1 - son zamanlarda dinlediğiniz en güzel albüm?
2 - son zamanlarda sizi en çok şaşırtan/heyecanlandıran grup/veya albüm?
3 - son zamanlarda sıklıkla dinlediğiniz grup/albüm?
4 - yeni çıkmış gruplardan en beğendiğiniz hangisi?
5 - türk müzik piyasası ve gidişatı hakkındaki düşünceleriniz nelerdir?

bay okhanın cevapları şöyle:

1) kesinlikle Opeth-Watershed
2) Metallica - Death Magnetic
3) The Flaming Lips - Yoshimi Battles the Pink Robots
4) Crippled Black Phoenix! gerçi sabit bir gruptan çok yan proje gibi ama (Mogwai ve Electric Wizard grubundan elemanlar) bu kadar güzel müzik yapıyolarsa eğer devamı gelir diye düşünüyorum, ümitliyim.(gerçi bu 2007de çıkmış bir grup ama,yeni sayılır. 2008de çıkanlardan yorum yapacak kadar dinlemişliğim yok)
5) Türk piyasasıyla istisnalar haricinde işim olmaz.yapılan müziği genel olarak çok komik buluyorum. ama Erkan Oğur, MFÖ gibi istisnalar gerçekten çok değerli benim için. Yasemin Mori de yeniler arasından sıyrılan tek isim...

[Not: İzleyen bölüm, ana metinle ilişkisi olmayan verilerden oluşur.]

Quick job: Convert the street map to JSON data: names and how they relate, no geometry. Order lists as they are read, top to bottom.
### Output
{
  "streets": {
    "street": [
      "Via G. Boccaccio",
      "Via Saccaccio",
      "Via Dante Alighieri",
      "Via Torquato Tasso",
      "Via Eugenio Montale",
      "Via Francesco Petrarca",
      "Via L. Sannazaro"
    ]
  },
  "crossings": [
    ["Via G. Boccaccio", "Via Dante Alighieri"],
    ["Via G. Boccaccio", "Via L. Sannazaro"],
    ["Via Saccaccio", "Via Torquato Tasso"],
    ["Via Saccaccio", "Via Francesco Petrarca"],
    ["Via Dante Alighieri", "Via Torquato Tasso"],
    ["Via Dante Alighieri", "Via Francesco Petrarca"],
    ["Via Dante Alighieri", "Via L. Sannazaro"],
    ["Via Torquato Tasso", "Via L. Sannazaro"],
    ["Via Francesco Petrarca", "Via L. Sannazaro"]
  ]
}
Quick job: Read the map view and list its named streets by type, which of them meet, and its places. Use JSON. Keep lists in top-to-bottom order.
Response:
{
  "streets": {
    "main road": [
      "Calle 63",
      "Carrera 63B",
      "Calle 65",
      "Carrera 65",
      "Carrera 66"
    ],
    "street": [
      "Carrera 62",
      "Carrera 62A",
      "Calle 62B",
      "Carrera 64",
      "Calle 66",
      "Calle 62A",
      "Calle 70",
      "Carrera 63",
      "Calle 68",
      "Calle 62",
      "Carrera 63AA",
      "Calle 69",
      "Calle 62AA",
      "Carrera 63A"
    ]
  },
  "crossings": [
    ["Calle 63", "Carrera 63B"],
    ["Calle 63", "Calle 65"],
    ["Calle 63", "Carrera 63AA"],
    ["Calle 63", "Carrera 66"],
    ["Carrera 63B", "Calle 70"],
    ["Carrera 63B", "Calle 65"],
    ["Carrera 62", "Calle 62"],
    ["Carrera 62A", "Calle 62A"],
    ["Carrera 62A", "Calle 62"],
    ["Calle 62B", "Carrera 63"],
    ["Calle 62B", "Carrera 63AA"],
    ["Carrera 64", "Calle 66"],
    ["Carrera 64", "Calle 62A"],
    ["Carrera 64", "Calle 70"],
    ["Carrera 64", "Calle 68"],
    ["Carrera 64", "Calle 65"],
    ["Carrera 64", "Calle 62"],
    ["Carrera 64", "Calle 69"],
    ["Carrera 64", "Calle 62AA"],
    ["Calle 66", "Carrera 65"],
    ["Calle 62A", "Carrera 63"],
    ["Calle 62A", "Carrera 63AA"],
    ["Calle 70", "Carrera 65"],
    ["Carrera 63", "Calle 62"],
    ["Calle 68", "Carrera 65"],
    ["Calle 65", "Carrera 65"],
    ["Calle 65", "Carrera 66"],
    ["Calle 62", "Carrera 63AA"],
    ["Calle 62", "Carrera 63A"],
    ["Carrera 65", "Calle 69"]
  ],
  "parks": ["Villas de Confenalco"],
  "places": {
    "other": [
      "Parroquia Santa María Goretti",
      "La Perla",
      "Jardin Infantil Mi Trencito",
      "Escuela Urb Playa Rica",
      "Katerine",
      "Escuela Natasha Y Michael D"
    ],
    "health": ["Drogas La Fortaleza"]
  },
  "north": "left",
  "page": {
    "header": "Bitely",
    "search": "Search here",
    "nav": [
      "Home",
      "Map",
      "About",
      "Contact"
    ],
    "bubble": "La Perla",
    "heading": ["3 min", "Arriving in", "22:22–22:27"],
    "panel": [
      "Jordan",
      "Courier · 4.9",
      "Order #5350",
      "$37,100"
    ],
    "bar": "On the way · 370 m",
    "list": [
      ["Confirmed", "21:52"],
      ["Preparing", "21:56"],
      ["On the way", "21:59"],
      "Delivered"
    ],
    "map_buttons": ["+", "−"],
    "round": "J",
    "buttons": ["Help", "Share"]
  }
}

bay ilkayın cevapları şöyle

1) Blotted Science - The Machinations Of Dementia
2) Metallica
3) Blotted Science - The Machinations Of Dementia
4) TesseracT
5) Türkiye'de müzik dünya genelinde olduğu gibi popularizmin arkasına takılıp gitmekte. fakat dünya standartlarından farklı olarak türk dinleyicisinin müzikalitesi daha alt seviyede. yani dinlediğinden çok söyleyene önem vermiş durumda. bunu bilen müzik üreticileri ve productorlerde kalite için değil reklam için emek sarfetmekteler. fakat arkamıza baktığımızda yinede durumun eskisi kadar kötü olmadığını görüyoruz.zira özellikle yaz döneminde ülkemiz birçok müzik türünde bir çok ismi ağırlamakta. festival sayısı geçtiğimiz yıllara göre bir hayli fazla. örneğin rock n coke, masstival, one love gibi festivaller tarzı olan önemli festivaller. bunlar dışında türünün birçok önemli ismi türkiyeyi sık sık ziyaret etmkete. geleceğe dair bişey söylemek gerekirse bu tip organizasyonlar türk dinlecisinin kulağını daha kaliteli ve emek sarfedilmiş müziklere alıştıracağı için populer muziği bile bir standartta isteyecek insanlar. ya da biz öyle umuyoruz.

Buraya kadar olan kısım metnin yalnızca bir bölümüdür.